* **Exercise materials**
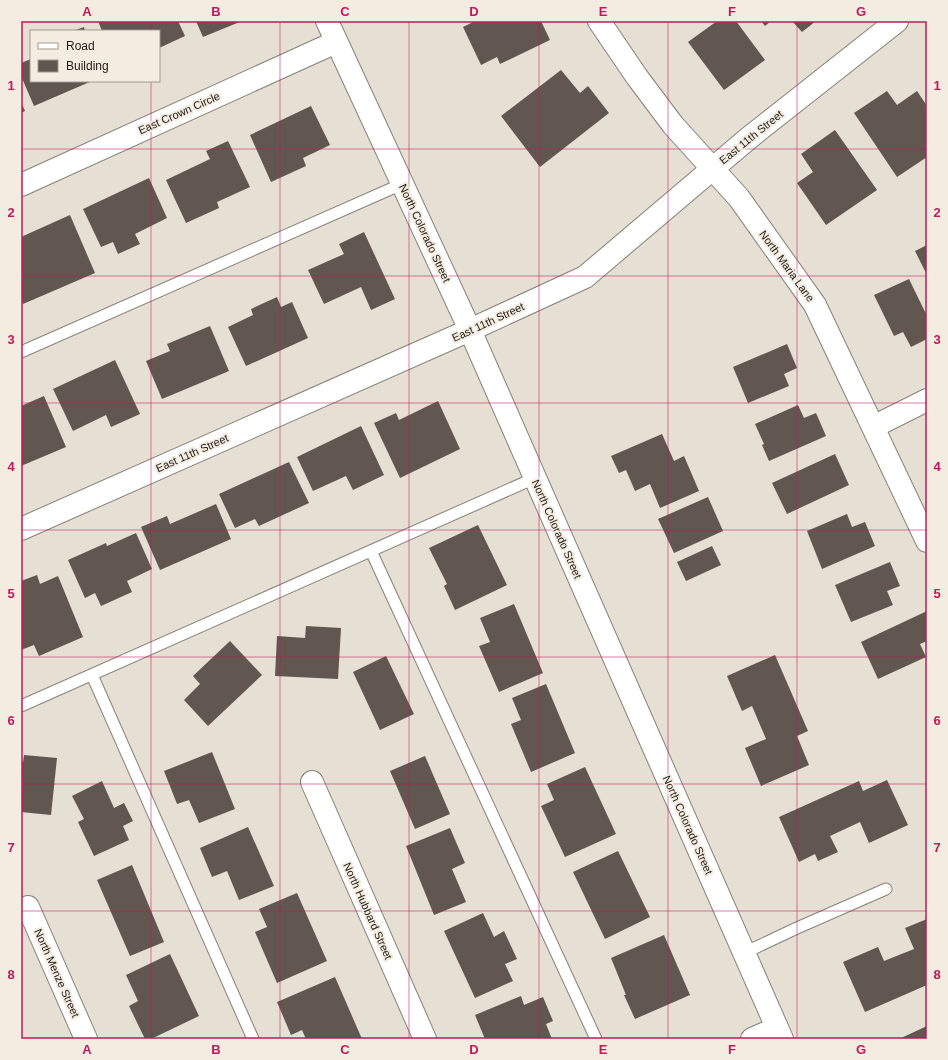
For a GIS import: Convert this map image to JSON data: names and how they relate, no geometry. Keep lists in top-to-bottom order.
{
  "streets": {
    "street": [
      "East Crown Circle",
      "East 11th Street",
      "North Colorado Street",
      "North Maria Lane",
      "North Hubbard Street",
      "North Menze Street"
    ]
  },
  "crossings": [
    ["East Crown Circle", "North Colorado Street"],
    ["East 11th Street", "North Colorado Street"],
    ["East 11th Street", "North Maria Lane"]
  ],
  "legend": ["Road", "Building"],
  "grid": {
    "columns": [
      "A",
      "B",
      "C",
      "D",
      "E",
      "F",
      "G"
    ],
    "rows": [
      "1",
      "2",
      "3",
      "4",
      "5",
      "6",
      "7",
      "8"
    ]
  }
}
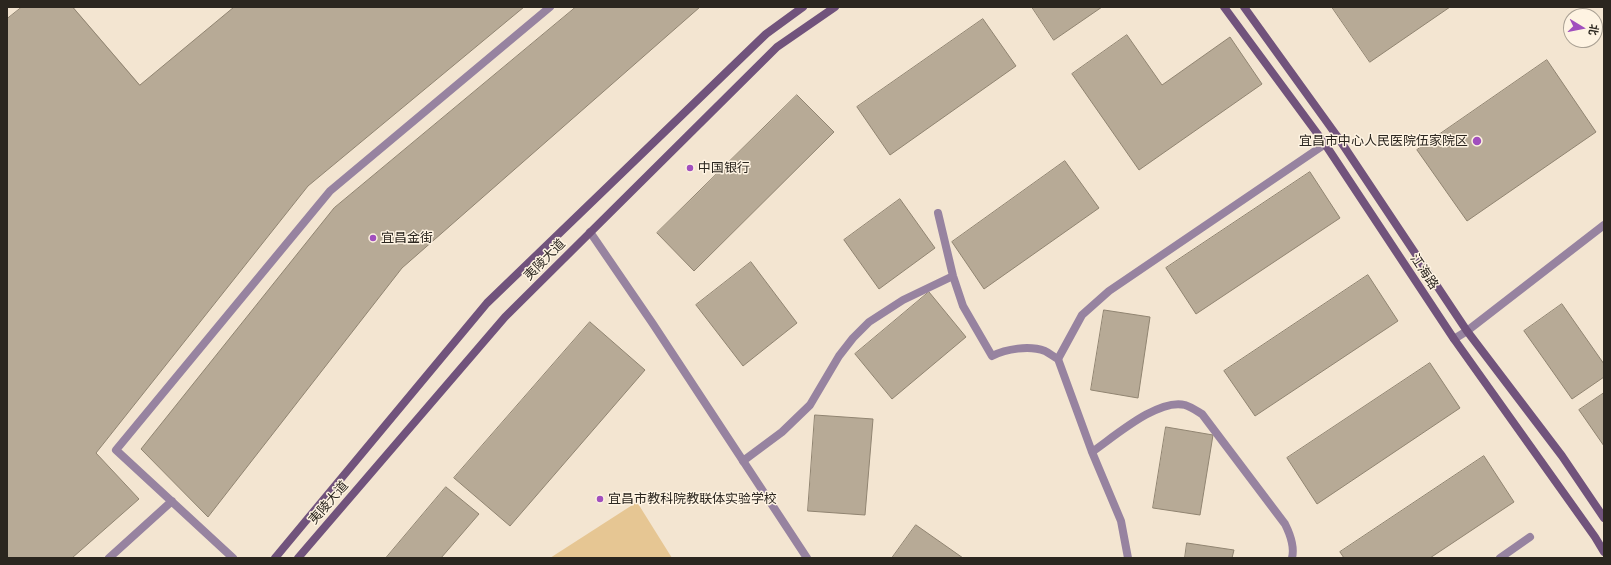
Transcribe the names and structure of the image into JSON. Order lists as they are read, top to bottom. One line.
{"streets":{"main road":["夷陵大道","江海路"]},"places":["宜昌市中心人民医院伍家院区","中国银行","宜昌金街","宜昌市教科院教联体实验学校"],"north":"right"}
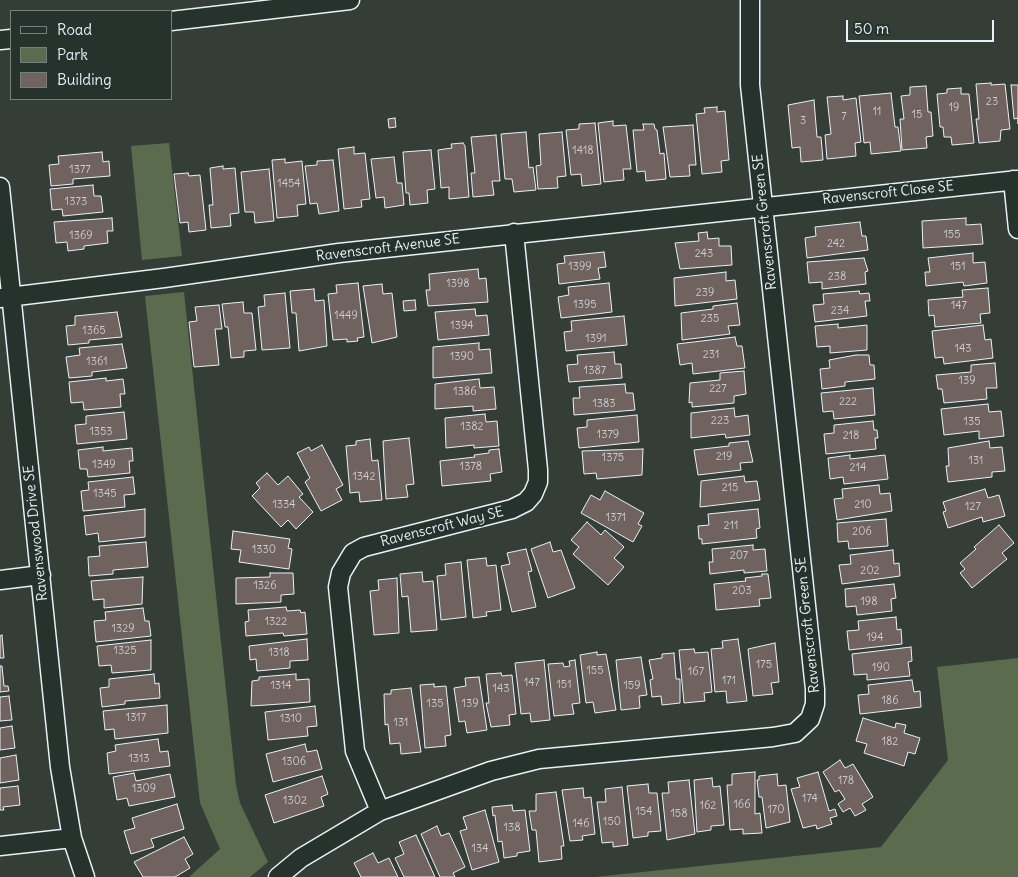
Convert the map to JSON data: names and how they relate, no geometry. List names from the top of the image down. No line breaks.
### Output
{"streets":{"street":["Ravenscroft Close SE","Ravenscroft Green SE","Ravenscroft Avenue SE","Ravenscroft Way SE","Ravenswood Drive SE"]},"crossings":[["Ravenscroft Close SE","Ravenscroft Green SE"],["Ravenscroft Close SE","Ravenscroft Avenue SE"],["Ravenscroft Green SE","Ravenscroft Avenue SE"],["Ravenscroft Green SE","Ravenscroft Way SE"],["Ravenscroft Avenue SE","Ravenscroft Way SE"],["Ravenscroft Avenue SE","Ravenswood Drive SE"]],"house_numbers":["23","19","11","15","7","3","1418","1377","1454","1373","155","1369","242","243","1399","151","238","1398","239","1395","147","234","1449","235","1394","1365","1391","143","231","1390","1361","1387","139","227","1386","222","1383","223","135","1382","1353","1379","218","219","1375","131","1349","1378","214","1342","215","1345","1334","210","127","1371","211","206","1330","207","202","1326","203","198","1322","1329","194","1325","1318","175","190","155","167","171","147","151","1314","159","143","186","135","139","1317","1310","131","182","1313","1306","178","1309","174","1302","166","162","170","154","158","150","146","138","134"],"legend":["Road","Park","Building"],"scale_bar":"50 m"}
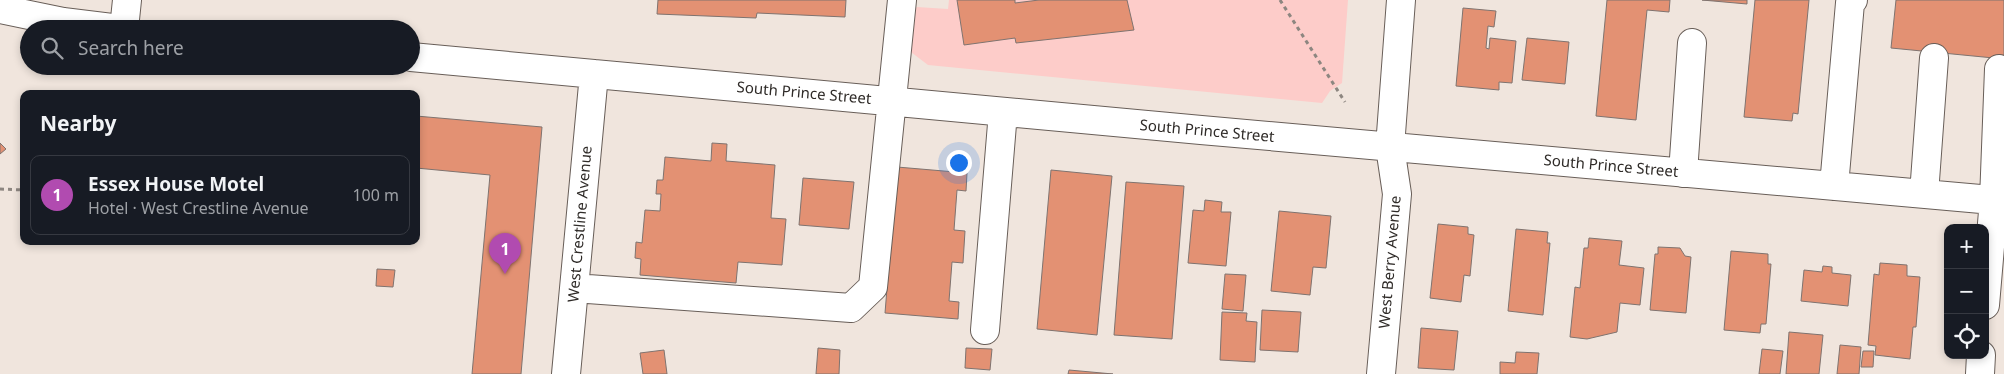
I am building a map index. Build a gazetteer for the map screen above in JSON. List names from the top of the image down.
{
  "streets": {
    "street": ["South Prince Street", "West Crestline Avenue", "West Berry Avenue"]
  },
  "crossings": [
    ["South Prince Street", "West Crestline Avenue"],
    ["South Prince Street", "West Berry Avenue"]
  ],
  "page": {
    "search": "Search here",
    "heading": "Nearby",
    "list": [
      {
        "mark": "1",
        "name": "Essex House Motel",
        "note": "Hotel · West Crestline Avenue",
        "value": "100 m"
      }
    ],
    "map_buttons": ["+", "−"],
    "pins": "1"
  }
}
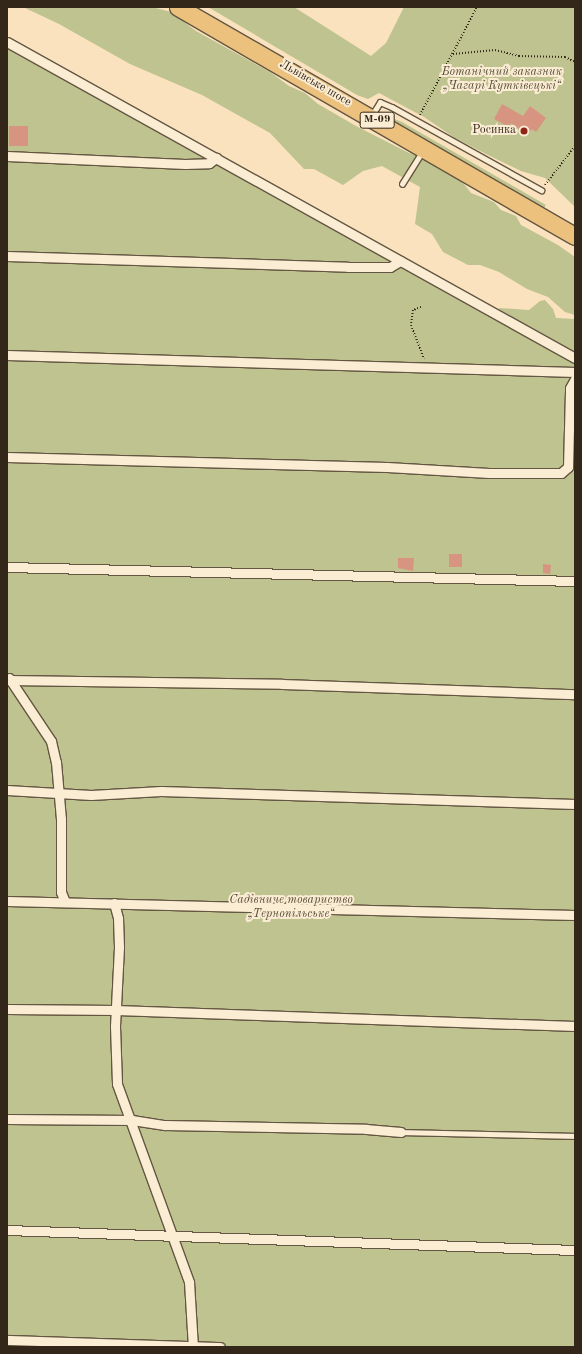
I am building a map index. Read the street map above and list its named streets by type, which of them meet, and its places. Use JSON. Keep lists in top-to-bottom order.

* **What to do**
The copy should match each line above exactly and contain no images.

* **Response**
For a GIS import: Convert this map image to JSON data: names and how they relate, no geometry. Keep lists in top-to-bottom order.
{
  "streets": {
    "street": [
      "East Crown Circle",
      "East 11th Street",
      "North Colorado Street",
      "North Maria Lane",
      "North Hubbard Street",
      "North Menze Street"
    ]
  },
  "crossings": [
    ["East Crown Circle", "North Colorado Street"],
    ["East 11th Street", "North Colorado Street"],
    ["East 11th Street", "North Maria Lane"]
  ],
  "legend": ["Road", "Building"],
  "grid": {
    "columns": [
      "A",
      "B",
      "C",
      "D",
      "E",
      "F",
      "G"
    ],
    "rows": [
      "1",
      "2",
      "3",
      "4",
      "5",
      "6",
      "7",
      "8"
    ]
  }
}
Transcribe the names and structure of the image into JSON. Order lists as they are read, top to bottom. One line.
{"streets":{"main road":["夷陵大道","江海路"]},"places":["宜昌市中心人民医院伍家院区","中国银行","宜昌金街","宜昌市教科院教联体实验学校"],"north":"right"}
Convert the map to JSON data: names and how they relate, no geometry. List names from the top of the image down. No line breaks.
### Output
{"streets":{"street":["Ravenscroft Close SE","Ravenscroft Green SE","Ravenscroft Avenue SE","Ravenscroft Way SE","Ravenswood Drive SE"]},"crossings":[["Ravenscroft Close SE","Ravenscroft Green SE"],["Ravenscroft Close SE","Ravenscroft Avenue SE"],["Ravenscroft Green SE","Ravenscroft Avenue SE"],["Ravenscroft Green SE","Ravenscroft Way SE"],["Ravenscroft Avenue SE","Ravenscroft Way SE"],["Ravenscroft Avenue SE","Ravenswood Drive SE"]],"house_numbers":["23","19","11","15","7","3","1418","1377","1454","1373","155","1369","242","243","1399","151","238","1398","239","1395","147","234","1449","235","1394","1365","1391","143","231","1390","1361","1387","139","227","1386","222","1383","223","135","1382","1353","1379","218","219","1375","131","1349","1378","214","1342","215","1345","1334","210","127","1371","211","206","1330","207","202","1326","203","198","1322","1329","194","1325","1318","175","190","155","167","171","147","151","1314","159","143","186","135","139","1317","1310","131","182","1313","1306","178","1309","174","1302","166","162","170","154","158","150","146","138","134"],"legend":["Road","Park","Building"],"scale_bar":"50 m"}
I am building a map index. Build a gazetteer for the map screen above in JSON. List names from the top of the image down.
{
  "streets": {
    "street": ["South Prince Street", "West Crestline Avenue", "West Berry Avenue"]
  },
  "crossings": [
    ["South Prince Street", "West Crestline Avenue"],
    ["South Prince Street", "West Berry Avenue"]
  ],
  "page": {
    "search": "Search here",
    "heading": "Nearby",
    "list": [
      {
        "mark": "1",
        "name": "Essex House Motel",
        "note": "Hotel · West Crestline Avenue",
        "value": "100 m"
      }
    ],
    "map_buttons": ["+", "−"],
    "pins": "1"
  }
}
I am building a map index. Read the street map above and list its named streets by type, which of them meet, and its places. Use JSON. Keep lists in top-to-bottom order.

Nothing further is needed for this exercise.